C'est l'époque de la personnalisation :
Le jean "pattes d'éléphant" (bell-bottoms).
Les broderies, les patchs et les fleurs.
Le "double denim" (la fameuse veste en jean sur le pantalon en jean).
Le jean n'est plus seulement un vêtement, c'est un drapeau. Il symbolise la paix, l'amour et la protestation contre la guerre du Vietnam.
Dans les années 70-80, les mouvements punk et heavy s’approprient le Jean en détournant l'aspect traditionnel du jean : il est troué et délavé. C’est le début du jean usé dans les années 1980. Un aspect obtenu par des lavages à pierre ponce ou encore des jets de sable.

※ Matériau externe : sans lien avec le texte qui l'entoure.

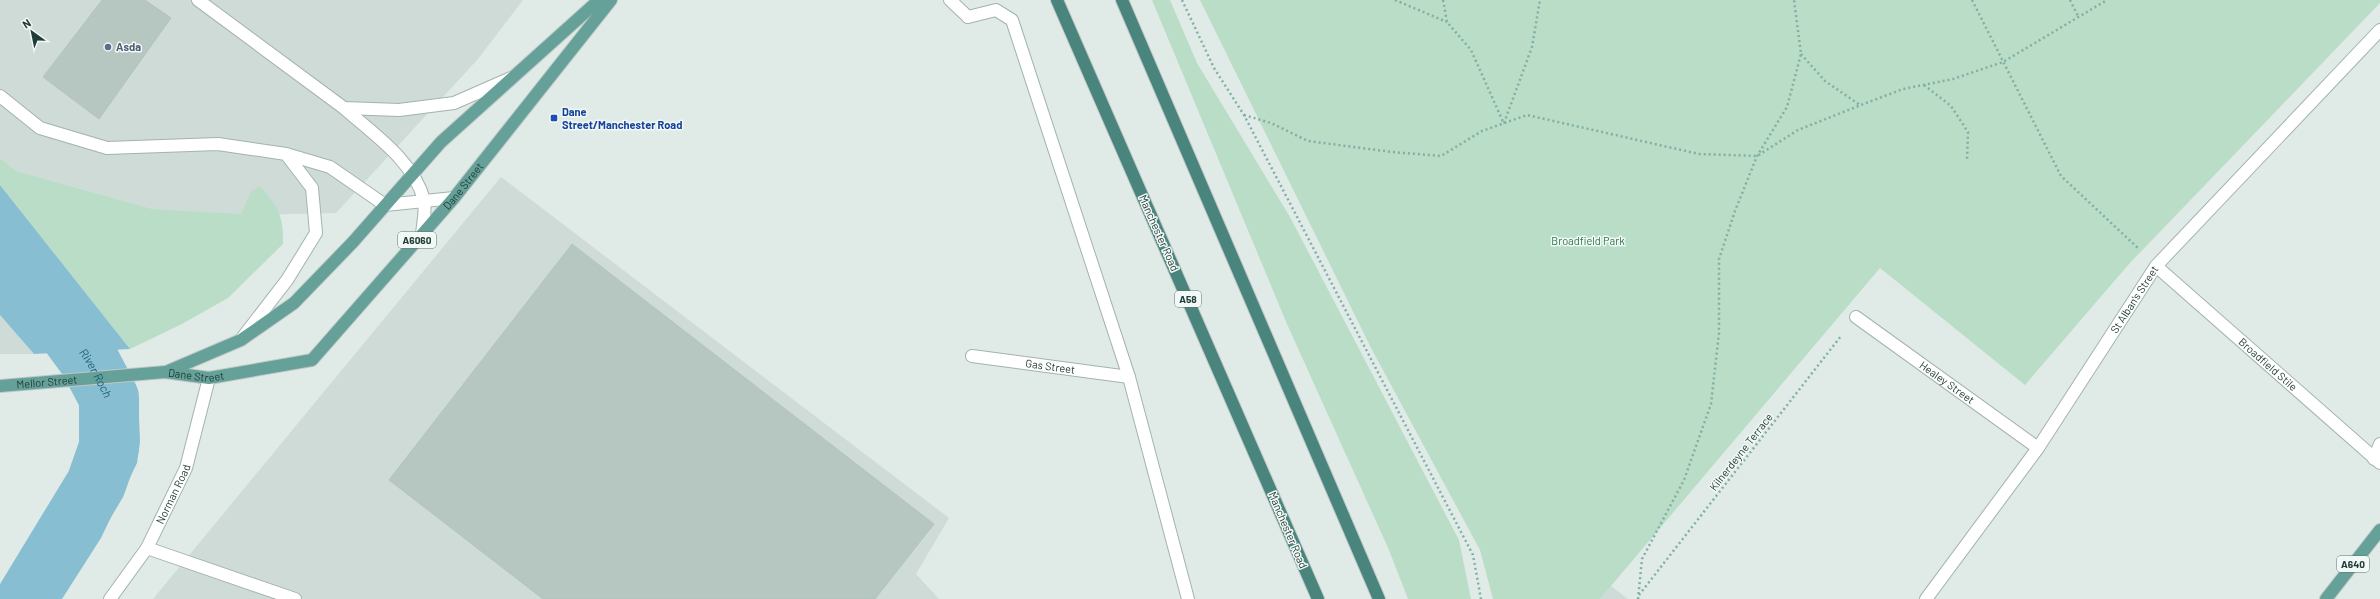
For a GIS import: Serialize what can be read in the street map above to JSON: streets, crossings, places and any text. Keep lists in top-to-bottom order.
{
  "streets": {
    "highway": ["Manchester Road", "A58"],
    "main road": [
      "Dane Street",
      "A6060",
      "Mellor Street",
      "A640"
    ],
    "street": [
      "St Alban's Street",
      "Broadfield Stile",
      "Gas Street",
      "Healey Street",
      "Norman Road"
    ],
    "path": ["Kilnerdeyne Terrace"]
  },
  "crossings": [
    ["Dane Street", "Mellor Street"],
    ["Dane Street", "Norman Road"],
    ["St Alban's Street", "Broadfield Stile"],
    ["St Alban's Street", "Healey Street"],
    ["Healey Street", "Kilnerdeyne Terrace"]
  ],
  "water": ["River Roch"],
  "parks": ["Broadfield Park"],
  "places": {
    "other": ["Asda"],
    "transit": ["Dane Street/Manchester Road"]
  },
  "north": "top left"
}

La haute couture s'empare du Denim (1980 à aujourd'hui)
Dans les années 80, le jean franchit la dernière frontière : celle du luxe. Des créateurs comme Calvin Klein ou Gloria Vanderbilt lancent les "Designer Jeans".
On ne vend plus seulement de la solidité, mais du sex-appeal. Les coupes se resserrent, les prix s'envolent. Le jean devient une pièce de mode à part entière, capable de défiler à Paris ou à Milan.
Aujourd'hui, l'histoire du jean continue de s'écrire avec des innovations technologiques :
Le Stretch : L'ajout d'élasthanne pour un confort maximal (le fameux "skinny").
L'Éco-responsabilité : Face aux défis écologiques, les marques se tournent vers le coton bio et des techniques de délavage au laser pour économiser l'eau.
Conclusion : l'histoire du Jean
De la toile de Nîmes aux rivets de Jacob Davis, l'histoire du jean est une véritable saga industrielle et sociologique. Ce qui n'était qu'un simple outil de protection pour les travailleurs est devenu, en un peu plus d'un siècle, le vêtement le plus porté au monde.
Le jean a su se réinventer sans jamais perdre son essence : la robustesse et l'authenticité. Aujourd'hui, alors que nous cherchons des modes de consommation plus durables, le jean revient à ses racines : un vêtement que l'on garde des années, qui s'embellit avec le temps et qui nous accompagne dans chaque étape de notre vie.
FAQ
Quelle est la différence entre "Jean" et "Denim" ?
Le Denim désigne la matière (le tissu de coton à armure de sergé), tandis que le Jean désigne le vêtement fini (le pantalon). Pour l'anecdote, le denim est tissé avec un fil de trame blanc et un fil de chaîne bleu, ce qui explique pourquoi l'envers de votre pantalon est plus clair que l'endroit.
Découvrez notre article "Quelle est la différence entre le jean et le denim ?"
Pourquoi y a-t-il une minuscule poche sur le côté droit ?
Cette petite poche, souvent appelée "poche ticket", était à l'origine une poche à montre. Au XIXe siècle, les cow-boys et les ouvriers utilisaient des montres à gousset. Levi Strauss a conçu cette petite fente pour qu'ils puissent y ranger leur montre sans risquer de la rayer ou de la casser pendant le travail.
Qu'est-ce qu'un jean "Selvedge" ?
Le terme vient de "Self-edge" (bord fini). Il s'agit d'un jean tissé sur des métiers anciens, plus étroits, qui produisent une toile plus dense et plus résistante. On le reconnaît facilement au petit liseré (souvent blanc et rouge) visible lorsque l'on fait un revers au bas du pantalon. C’est le summum de la qualité pour les passionnés. Découvrir notre article "Qu'est-ce qu'un jean selvedge" pour plus de détails.